First I’ll point out that the title of this post is a cynical ploy to generate page views.
Next, for hunting deer, the only things that you “need” are: a weapon and bullets or arrows, or whatever, everything else is optional. (Don’t forget licenses and permits and …) If you want to do anything with a deer after you’ve shot it then you’ll need a knife too, but that really is it.
And there are, of course, infinite other things that can help you with deer, or make the event more enjoyable, but they are not absolutely necessary.
Instead of 4 essential pieces of hunting equipment, how about 4 pieces of equipment that you can easily do without, but are quite useful?
I went years and years and years without a saw on a stick and did fine. But my dad bought a Hooeyman last year and it seemed like I used it every time I went out in the woods. Instead of needing to cut down whole branches or whole small trees to clear lanes to shoot from, with a tree saw you can selectively trim just the branches that you need to.
Don’t bother with the five foot model, the ten foot one will be way more useful. The fact that it is collapsible is great and the removable saw part is even useful for cutting small nearby branches.
I went years without a tree saw, on a stick, but now that I’ve used one I doubt that I’ll ever not have one.
2. Heavy Hooded Sweatshirt
Before wearing a heavy hooded sweatshirt in the cold, I spent years in the woods trying to make my neck as short as possible. It is extremely difficult for a hat and a normal coat collar to cover your neck.

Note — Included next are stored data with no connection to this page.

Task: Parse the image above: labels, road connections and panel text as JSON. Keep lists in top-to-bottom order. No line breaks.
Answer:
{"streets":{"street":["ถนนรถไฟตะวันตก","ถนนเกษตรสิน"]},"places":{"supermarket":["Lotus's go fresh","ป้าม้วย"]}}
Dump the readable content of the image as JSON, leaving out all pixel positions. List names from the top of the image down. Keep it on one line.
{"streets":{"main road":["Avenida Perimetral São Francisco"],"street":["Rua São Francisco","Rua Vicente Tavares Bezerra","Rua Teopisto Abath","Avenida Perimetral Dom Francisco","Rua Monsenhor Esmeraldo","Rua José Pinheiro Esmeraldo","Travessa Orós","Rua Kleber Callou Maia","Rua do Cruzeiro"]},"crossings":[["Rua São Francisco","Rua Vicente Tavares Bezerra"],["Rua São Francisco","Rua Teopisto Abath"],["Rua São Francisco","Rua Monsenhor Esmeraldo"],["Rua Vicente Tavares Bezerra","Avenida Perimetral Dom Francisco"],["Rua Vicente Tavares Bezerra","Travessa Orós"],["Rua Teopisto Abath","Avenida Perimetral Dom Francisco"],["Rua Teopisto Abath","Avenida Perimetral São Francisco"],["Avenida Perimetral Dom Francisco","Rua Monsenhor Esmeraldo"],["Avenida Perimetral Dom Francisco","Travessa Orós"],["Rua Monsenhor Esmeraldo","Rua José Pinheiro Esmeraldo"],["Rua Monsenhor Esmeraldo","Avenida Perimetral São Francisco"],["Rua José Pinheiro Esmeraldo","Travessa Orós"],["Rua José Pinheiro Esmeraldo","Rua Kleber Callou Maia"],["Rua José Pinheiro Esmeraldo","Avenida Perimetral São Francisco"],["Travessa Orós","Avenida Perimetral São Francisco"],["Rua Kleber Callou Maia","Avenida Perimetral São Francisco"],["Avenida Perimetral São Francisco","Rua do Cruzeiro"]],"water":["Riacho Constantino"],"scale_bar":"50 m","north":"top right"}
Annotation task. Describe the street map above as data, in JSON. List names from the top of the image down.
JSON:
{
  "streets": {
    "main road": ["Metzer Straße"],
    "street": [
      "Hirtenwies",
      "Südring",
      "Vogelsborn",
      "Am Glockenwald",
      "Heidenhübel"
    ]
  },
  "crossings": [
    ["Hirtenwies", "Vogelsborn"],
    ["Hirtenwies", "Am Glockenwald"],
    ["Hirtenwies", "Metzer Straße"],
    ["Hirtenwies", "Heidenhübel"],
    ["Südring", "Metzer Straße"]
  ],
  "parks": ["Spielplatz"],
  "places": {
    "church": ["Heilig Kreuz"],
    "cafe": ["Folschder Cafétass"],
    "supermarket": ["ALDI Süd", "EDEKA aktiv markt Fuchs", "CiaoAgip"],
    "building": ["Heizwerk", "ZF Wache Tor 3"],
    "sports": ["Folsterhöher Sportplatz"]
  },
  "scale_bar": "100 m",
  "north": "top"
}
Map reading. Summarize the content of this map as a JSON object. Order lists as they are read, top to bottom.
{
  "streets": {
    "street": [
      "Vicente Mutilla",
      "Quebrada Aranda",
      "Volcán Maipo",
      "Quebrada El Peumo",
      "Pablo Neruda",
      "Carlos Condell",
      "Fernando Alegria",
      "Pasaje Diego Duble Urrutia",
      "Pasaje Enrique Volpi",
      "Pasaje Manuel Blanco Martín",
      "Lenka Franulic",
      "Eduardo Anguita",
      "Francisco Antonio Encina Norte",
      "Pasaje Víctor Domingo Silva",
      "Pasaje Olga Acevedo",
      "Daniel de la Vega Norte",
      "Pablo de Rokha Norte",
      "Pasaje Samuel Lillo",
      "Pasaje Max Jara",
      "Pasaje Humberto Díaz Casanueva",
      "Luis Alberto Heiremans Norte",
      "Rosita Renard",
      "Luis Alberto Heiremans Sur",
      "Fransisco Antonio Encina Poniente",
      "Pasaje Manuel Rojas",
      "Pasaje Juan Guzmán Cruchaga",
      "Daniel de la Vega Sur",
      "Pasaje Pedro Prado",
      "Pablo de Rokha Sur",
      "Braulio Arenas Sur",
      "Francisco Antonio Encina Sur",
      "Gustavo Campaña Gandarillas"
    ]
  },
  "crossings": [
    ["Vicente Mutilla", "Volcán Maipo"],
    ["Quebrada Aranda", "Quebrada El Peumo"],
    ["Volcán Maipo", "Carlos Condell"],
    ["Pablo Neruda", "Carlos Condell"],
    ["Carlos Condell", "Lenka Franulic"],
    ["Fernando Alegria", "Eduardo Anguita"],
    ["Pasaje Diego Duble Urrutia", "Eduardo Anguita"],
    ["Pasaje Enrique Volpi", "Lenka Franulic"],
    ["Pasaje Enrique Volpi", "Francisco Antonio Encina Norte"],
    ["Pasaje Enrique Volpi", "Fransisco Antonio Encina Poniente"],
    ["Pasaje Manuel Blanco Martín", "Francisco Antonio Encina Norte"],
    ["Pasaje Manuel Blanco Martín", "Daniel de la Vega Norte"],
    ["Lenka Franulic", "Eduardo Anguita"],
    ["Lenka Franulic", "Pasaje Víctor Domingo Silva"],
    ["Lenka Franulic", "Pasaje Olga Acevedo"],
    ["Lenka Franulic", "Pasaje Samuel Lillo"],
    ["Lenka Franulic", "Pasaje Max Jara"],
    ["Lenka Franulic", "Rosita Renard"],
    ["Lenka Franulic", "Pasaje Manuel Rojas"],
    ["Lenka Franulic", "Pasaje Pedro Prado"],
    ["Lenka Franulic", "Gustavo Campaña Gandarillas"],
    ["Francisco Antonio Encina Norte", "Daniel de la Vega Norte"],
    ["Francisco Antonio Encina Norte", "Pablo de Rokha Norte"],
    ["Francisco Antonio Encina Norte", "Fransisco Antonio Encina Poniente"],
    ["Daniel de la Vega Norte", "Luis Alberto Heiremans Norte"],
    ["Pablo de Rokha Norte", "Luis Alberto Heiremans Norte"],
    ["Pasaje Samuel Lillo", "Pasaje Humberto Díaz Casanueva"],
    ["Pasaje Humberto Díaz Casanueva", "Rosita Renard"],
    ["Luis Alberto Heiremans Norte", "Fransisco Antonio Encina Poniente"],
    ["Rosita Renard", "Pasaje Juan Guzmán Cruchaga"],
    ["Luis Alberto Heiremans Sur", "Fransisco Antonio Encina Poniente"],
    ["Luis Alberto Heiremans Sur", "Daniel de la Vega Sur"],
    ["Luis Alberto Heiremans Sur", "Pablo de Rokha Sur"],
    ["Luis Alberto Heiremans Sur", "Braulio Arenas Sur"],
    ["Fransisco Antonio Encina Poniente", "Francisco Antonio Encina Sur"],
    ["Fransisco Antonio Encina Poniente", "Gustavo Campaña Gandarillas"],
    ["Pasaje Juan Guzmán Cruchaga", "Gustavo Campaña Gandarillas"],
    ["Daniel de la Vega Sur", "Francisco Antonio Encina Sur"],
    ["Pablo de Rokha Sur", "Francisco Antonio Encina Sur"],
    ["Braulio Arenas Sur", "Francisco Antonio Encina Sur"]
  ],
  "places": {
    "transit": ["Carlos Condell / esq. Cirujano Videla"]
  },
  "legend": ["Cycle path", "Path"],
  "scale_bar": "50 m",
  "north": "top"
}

A coat’s hood is almost always just in the way. They add bulk, they collect rain and debris, if they dis attach they have potentially noisy metal zippers, they are also likely to be waaaay to thick to hear anything through.
A heavy hooded sweatshirt is great, though. You get an added layer of clothing, a hood that is less bulky, protection for you when its windy and none when its unnecessary, you get a warm item to wear when you want to remove your camo to field dress deer. And if your hoodie gets dirty, then you won’t be washing away the colors on your camo, and on, and on.
Buy the thickest one you can find. Get one a size or two too big. Don’t get one with zippers or buttons because those things can make noise or catch on things and get stuck. Acceptable colors are: brown, black, dark grey, and dark green. Shirts with logos are unnecessary, add unwanted color, and probably cost more.
Loading a muzzle loader requires you to remove the ramrod from beneath the barrel, turn it around and push the bullet, or whatever, and power all the way down the barrel. You can use the one that came with your gun just fine. However, ramrods are generally a bit shorter than the barrel so that they do not stick out past the muzzle. This means that once you’ve pushed the bullet and powder down the barrel the ramrod may end up flush with the muzzle. And pushing on the ramrod can hurt you hand a bit too.
An added handle and longer ramrod can make loading your muzzle loader a fair bit easier.
A flashlight is about as essential as it gets for safety reasons. Its also useful for finding your way way around in the dark on a regular basis. (Although I try to avoid using one in order to be more stealthy.)
When you shoot a deer with a bow, and sometimes with a gun, you’ll need to follow the drops of blood it leaves as it runs away. That blood is hard to see during the day, but once it starts getting dark out the artificial light you provide will make the wet blood shine against its dull natural surroundings.
Normal flashlights give off a yellow uneven light. LED flashlights give off a very consistent white light that makes finding blood an awful lot easier.